(Saved entries)
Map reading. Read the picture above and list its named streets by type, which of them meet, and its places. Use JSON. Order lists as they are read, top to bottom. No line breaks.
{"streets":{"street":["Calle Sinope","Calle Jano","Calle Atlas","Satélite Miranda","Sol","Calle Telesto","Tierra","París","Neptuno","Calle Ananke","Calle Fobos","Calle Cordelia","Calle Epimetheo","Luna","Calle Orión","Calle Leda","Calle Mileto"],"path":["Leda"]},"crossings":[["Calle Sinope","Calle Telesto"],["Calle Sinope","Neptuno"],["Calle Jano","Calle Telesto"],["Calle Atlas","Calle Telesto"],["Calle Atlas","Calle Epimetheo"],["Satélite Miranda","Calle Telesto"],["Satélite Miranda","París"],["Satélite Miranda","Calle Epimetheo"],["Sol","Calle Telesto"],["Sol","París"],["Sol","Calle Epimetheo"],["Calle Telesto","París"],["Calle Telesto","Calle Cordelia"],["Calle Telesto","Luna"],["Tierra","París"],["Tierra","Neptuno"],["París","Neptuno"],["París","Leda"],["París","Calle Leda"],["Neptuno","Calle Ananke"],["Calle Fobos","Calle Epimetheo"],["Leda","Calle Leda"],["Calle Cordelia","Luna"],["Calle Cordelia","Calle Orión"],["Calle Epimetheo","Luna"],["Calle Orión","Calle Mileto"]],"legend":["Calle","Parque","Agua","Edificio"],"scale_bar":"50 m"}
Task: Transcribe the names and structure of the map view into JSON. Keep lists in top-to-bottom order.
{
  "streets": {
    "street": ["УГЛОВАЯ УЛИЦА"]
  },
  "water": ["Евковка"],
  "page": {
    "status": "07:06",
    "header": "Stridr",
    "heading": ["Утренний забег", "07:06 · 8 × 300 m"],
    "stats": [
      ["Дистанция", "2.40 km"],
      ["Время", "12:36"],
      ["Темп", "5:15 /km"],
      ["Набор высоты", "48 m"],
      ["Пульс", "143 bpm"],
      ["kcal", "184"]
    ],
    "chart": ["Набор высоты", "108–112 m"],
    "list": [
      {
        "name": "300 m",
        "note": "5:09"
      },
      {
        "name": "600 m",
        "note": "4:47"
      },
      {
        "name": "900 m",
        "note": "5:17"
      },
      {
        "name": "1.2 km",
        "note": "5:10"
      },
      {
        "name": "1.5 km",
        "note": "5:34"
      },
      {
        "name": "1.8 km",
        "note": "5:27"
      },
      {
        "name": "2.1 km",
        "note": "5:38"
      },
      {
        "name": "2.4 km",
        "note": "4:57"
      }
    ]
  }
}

Your objective - Could you set down every line above exactly as written?

Result -
Map reading. Read the picture above and list its named streets by type, which of them meet, and its places. Use JSON. Order lists as they are read, top to bottom. No line breaks.
{"streets":{"street":["Calle Sinope","Calle Jano","Calle Atlas","Satélite Miranda","Sol","Calle Telesto","Tierra","París","Neptuno","Calle Ananke","Calle Fobos","Calle Cordelia","Calle Epimetheo","Luna","Calle Orión","Calle Leda","Calle Mileto"],"path":["Leda"]},"crossings":[["Calle Sinope","Calle Telesto"],["Calle Sinope","Neptuno"],["Calle Jano","Calle Telesto"],["Calle Atlas","Calle Telesto"],["Calle Atlas","Calle Epimetheo"],["Satélite Miranda","Calle Telesto"],["Satélite Miranda","París"],["Satélite Miranda","Calle Epimetheo"],["Sol","Calle Telesto"],["Sol","París"],["Sol","Calle Epimetheo"],["Calle Telesto","París"],["Calle Telesto","Calle Cordelia"],["Calle Telesto","Luna"],["Tierra","París"],["Tierra","Neptuno"],["París","Neptuno"],["París","Leda"],["París","Calle Leda"],["Neptuno","Calle Ananke"],["Calle Fobos","Calle Epimetheo"],["Leda","Calle Leda"],["Calle Cordelia","Luna"],["Calle Cordelia","Calle Orión"],["Calle Epimetheo","Luna"],["Calle Orión","Calle Mileto"]],"legend":["Calle","Parque","Agua","Edificio"],"scale_bar":"50 m"}
Task: Transcribe the names and structure of the map view into JSON. Keep lists in top-to-bottom order.
{
  "streets": {
    "street": ["УГЛОВАЯ УЛИЦА"]
  },
  "water": ["Евковка"],
  "page": {
    "status": "07:06",
    "header": "Stridr",
    "heading": ["Утренний забег", "07:06 · 8 × 300 m"],
    "stats": [
      ["Дистанция", "2.40 km"],
      ["Время", "12:36"],
      ["Темп", "5:15 /km"],
      ["Набор высоты", "48 m"],
      ["Пульс", "143 bpm"],
      ["kcal", "184"]
    ],
    "chart": ["Набор высоты", "108–112 m"],
    "list": [
      {
        "name": "300 m",
        "note": "5:09"
      },
      {
        "name": "600 m",
        "note": "4:47"
      },
      {
        "name": "900 m",
        "note": "5:17"
      },
      {
        "name": "1.2 km",
        "note": "5:10"
      },
      {
        "name": "1.5 km",
        "note": "5:34"
      },
      {
        "name": "1.8 km",
        "note": "5:27"
      },
      {
        "name": "2.1 km",
        "note": "5:38"
      },
      {
        "name": "2.4 km",
        "note": "4:57"
      }
    ]
  }
}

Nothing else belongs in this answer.